:: Dataset content ::

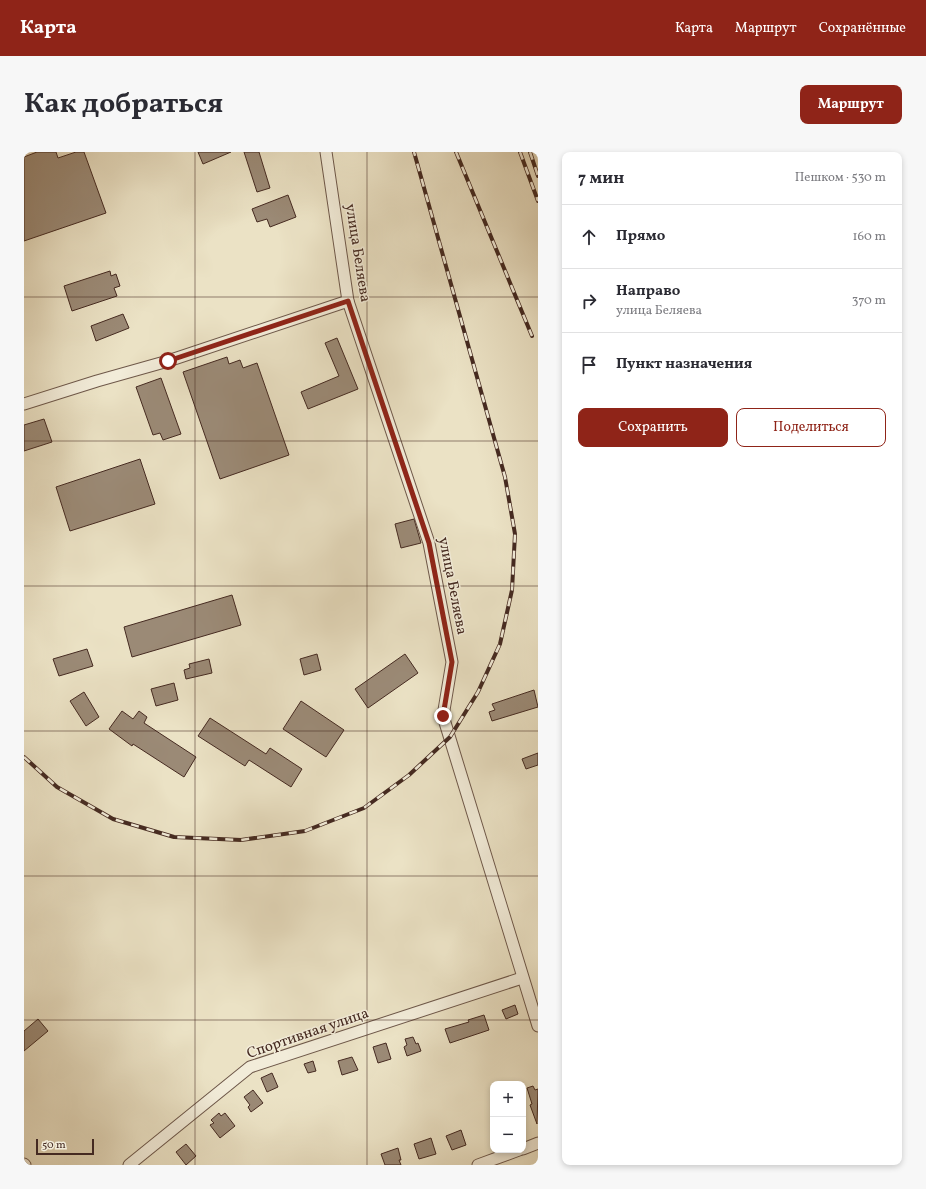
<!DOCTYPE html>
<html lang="ru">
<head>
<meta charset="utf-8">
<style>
  :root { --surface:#fff; --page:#f7f7f7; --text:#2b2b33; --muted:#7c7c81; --line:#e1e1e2; --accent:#8f2418 }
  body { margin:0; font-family:Vollkorn,serif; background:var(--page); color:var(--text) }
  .controls { position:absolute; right:12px; bottom:12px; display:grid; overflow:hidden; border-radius:8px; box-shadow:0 2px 6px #0003 }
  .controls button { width:36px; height:36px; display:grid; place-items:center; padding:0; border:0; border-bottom:1px solid var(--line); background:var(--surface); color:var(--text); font:20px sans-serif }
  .scale { position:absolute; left:12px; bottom:10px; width:58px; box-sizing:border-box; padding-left:4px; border:2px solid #452a21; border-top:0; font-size:11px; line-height:14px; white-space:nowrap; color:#452a21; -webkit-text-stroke:3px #f2ecd9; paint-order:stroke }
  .stop { position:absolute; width:12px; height:12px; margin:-9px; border:3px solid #8f2418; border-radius:50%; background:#fff }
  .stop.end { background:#8f2418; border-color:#fff; box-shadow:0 1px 4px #0008 }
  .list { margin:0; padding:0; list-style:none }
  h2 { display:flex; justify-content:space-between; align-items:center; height:52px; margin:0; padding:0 16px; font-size:17px }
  h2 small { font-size:13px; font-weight:400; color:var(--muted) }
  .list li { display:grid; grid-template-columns:26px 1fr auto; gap:12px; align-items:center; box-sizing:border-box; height:64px; padding:0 16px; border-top:1px solid var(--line) }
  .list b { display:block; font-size:15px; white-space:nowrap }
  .list p { margin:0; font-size:13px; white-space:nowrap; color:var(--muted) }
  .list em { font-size:13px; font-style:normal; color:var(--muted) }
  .actions { display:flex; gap:8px; padding:12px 16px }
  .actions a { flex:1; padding:9px 0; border:1px solid var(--accent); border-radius:8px; text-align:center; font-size:14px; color:var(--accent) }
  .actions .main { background:var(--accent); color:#fff }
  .icon { flex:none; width:22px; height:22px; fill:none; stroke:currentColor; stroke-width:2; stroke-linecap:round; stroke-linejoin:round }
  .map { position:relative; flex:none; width:514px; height:1013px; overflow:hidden; border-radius:8px }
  header { display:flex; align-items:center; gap:24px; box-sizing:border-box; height:56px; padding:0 20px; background:var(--accent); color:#fff }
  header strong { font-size:19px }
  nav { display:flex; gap:22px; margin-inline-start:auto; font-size:14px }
  .intro { display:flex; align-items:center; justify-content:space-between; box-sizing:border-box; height:96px; padding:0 24px }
  h1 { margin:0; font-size:28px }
  .button { padding:10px 18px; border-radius:8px; background:var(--accent); color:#fff; font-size:14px; font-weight:700 }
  main { display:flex; gap:24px; padding:0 24px }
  aside { flex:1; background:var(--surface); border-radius:8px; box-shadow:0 2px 6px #0003 }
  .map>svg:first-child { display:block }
</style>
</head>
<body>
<header>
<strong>Карта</strong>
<nav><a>Карта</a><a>Маршрут</a><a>Сохранённые</a></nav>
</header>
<div class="intro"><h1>Как добраться</h1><a class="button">Маршрут</a></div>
<main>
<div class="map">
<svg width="514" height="1013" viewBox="0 0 514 1013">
  <rect width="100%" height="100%" fill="#ebe2c5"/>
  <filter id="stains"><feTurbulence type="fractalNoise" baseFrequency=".005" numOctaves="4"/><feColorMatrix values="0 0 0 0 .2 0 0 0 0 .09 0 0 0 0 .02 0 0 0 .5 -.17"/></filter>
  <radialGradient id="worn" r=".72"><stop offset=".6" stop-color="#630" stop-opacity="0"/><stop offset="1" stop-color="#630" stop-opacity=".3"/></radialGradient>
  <g fill="#9b8a76" stroke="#452a21">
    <path d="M13 0H32L34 6 52 0H60L82 61 0 89V5Z"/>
    <path d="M174 0H207L179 12Z"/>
    <path d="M220 0H235L246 36 233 40Z"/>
    <path d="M264 43 272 65 246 75 243 67 233 70 228 57Z"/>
    <path d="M86 119 87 124 92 122 96 134 90 136 93 144 48 159 40 134Z"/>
    <path d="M99 162 105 176 72 189 67 174Z"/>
    <path d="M313 186 334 237 284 257 277 240 315 224 301 191Z"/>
    <path d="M203 205 205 212 216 208 219 216 233 211 265 303 196 327 159 220Z"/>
    <path d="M137 226 157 282 139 288 136 281 129 283 112 235Z"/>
    <path d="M20 267 28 290 0 299V273Z"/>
    <path d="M116 307 131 352 46 379 32 335Z"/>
    <path d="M390 367 397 391 377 396 371 372Z"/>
    <path d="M208 443 217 473 108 505 100 475Z"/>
    <path d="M63 497 69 514 35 524 29 507Z"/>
    <path d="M293 502 297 518 280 523 276 507Z"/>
    <path d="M381 502 394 521 344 556 331 537Z"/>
    <path d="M185 507 188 521 162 527 160 518 166 516 165 512Z"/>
    <path d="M150 531 154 548 132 554 127 537Z"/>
    <path d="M510 538 514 555 468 569 465 560 471 558 468 552Z"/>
    <path d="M60 540 75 565 62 574 46 549Z"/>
    <path d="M277 549 320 578 302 605 259 577Z"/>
    <path d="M98 559 109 567 115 559 123 565 120 571 172 605 160 625 109 592 108 594 85 577Z"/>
    <path d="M186 566 242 602 246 596 278 617 267 635 225 608 221 614 174 584Z"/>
    <path d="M514 601V613L502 617 498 607Z"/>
    <path d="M491 853 494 862 482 867 478 858Z"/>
    <path d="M460 863 465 878 426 891 421 877 445 870 444 868Z"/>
    <path d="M14 867 24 879 0 899V879Z"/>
    <path d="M389 885 392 892 394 891 397 899 383 904 380 895 383 893 381 887Z"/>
    <path d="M362 891 367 907 354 911 349 895Z"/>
    <path d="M328 905 334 918 318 923 314 909Z"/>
    <path d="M289 909 292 919 284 921 280 912Z"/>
    <path d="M248 921 254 935 243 940 237 926Z"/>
    <path d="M509 934 511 938 514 937 513 972 506 953 508 952 503 936Z"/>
    <path d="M229 938 239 951 227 960 224 955 226 953 220 945Z"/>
    <path d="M195 961 197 964 201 961 211 974 196 986 186 973 190 971 187 968Z"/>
    <path d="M437 978 442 993 428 998 422 984Z"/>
    <path d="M407 986 412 1002 395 1007 390 992Z"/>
    <path d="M162 992 172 1004 162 1013 152 1000Z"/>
    <path d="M374 996 377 1008H375L377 1013H361L357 1002Z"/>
  </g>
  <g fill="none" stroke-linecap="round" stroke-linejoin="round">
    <g stroke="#6e584a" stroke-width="13">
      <g id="minor">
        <path d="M302 0 324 149 405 391 428 510 419 564 514 874"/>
        <path d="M0 252 73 229 144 209 324 149"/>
        <path d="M499 997 514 991"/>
        <path d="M0 1012 1 1013"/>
        <path d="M105 1013 226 915 498 826"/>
        <path d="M454 1013 495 998"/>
      </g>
    </g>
    <use href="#minor" stroke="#f2ecd9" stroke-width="11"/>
    <g stroke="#452a21" stroke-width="4">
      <g id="rail">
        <path d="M432 0 508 184"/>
        <path d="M496 0 514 49"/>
        <path d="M506 0 514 24"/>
        <path d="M0 605 33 635 89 667 150 685 217 688 281 679 340 656 385 623 426 585 454 540 476 492 488 438 491 382 481 325 390 0"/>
      </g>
    </g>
    <use href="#rail" stroke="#f2ecd9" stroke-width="2.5" stroke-dasharray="8" stroke-linecap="butt"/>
  </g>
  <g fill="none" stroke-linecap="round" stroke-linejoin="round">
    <path stroke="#8f2418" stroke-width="5" d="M144 209 324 149 405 391 428 510 419 564"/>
  </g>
  <path fill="none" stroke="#452a21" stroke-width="1" stroke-opacity="0.55" d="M171 0V1013M343 0V1013M0 145H514M0 289H514M0 434H514M0 579H514M0 724H514M0 868H514"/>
  <g text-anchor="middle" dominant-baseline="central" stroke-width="3" stroke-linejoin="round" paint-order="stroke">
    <g font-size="15" fill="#452a21" stroke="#f2ecd9">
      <text transform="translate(333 101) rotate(81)">улица Беляева</text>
      <text transform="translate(428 434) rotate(79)">улица Беляева</text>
      <text transform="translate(284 882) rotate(-19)">Спортивная улица</text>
    </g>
  </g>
  <rect width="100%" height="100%" filter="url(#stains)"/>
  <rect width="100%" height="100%" fill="url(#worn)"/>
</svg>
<div class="controls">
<button>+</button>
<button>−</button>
</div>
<div class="scale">50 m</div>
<div class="stop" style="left:144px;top:209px"></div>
<div class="stop end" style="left:419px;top:564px"></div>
</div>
<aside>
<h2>7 мин<small>Пешком · 530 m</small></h2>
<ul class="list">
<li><svg class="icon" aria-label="ahead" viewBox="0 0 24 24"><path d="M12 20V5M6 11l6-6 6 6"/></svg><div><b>Прямо</b></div><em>160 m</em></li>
<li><svg class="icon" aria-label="right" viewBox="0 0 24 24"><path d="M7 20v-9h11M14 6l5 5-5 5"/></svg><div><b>Направо</b><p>улица Беляева</p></div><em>370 m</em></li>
<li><svg class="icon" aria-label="arrive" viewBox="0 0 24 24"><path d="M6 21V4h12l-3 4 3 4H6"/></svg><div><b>Пункт назначения</b></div></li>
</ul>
<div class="actions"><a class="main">Сохранить</a><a>Поделиться</a></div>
</aside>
</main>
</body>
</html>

:::

Task description:
Copy the records above from the first line through the line containing "position:absolute; left:12px; bottom:10px;", both included, and leave out any pictures.

Solution below:
<!DOCTYPE html>
<html lang="ru">
<head>
<meta charset="utf-8">
<style>
  :root { --surface:#fff; --page:#f7f7f7; --text:#2b2b33; --muted:#7c7c81; --line:#e1e1e2; --accent:#8f2418 }
  body { margin:0; font-family:Vollkorn,serif; background:var(--page); color:var(--text) }
  .controls { position:absolute; right:12px; bottom:12px; display:grid; overflow:hidden; border-radius:8px; box-shadow:0 2px 6px #0003 }
  .controls button { width:36px; height:36px; display:grid; place-items:center; padding:0; border:0; border-bottom:1px solid var(--line); background:var(--surface); color:var(--text); font:20px sans-serif }
  .scale { position:absolute; left:12px; bottom:10px; width:58px; box-sizing:border-box; padding-left:4px; border:2px solid #452a21; border-top:0; font-size:11px; line-height:14px; white-space:nowrap; color:#452a21; -webkit-text-stroke:3px #f2ecd9; paint-order:stroke }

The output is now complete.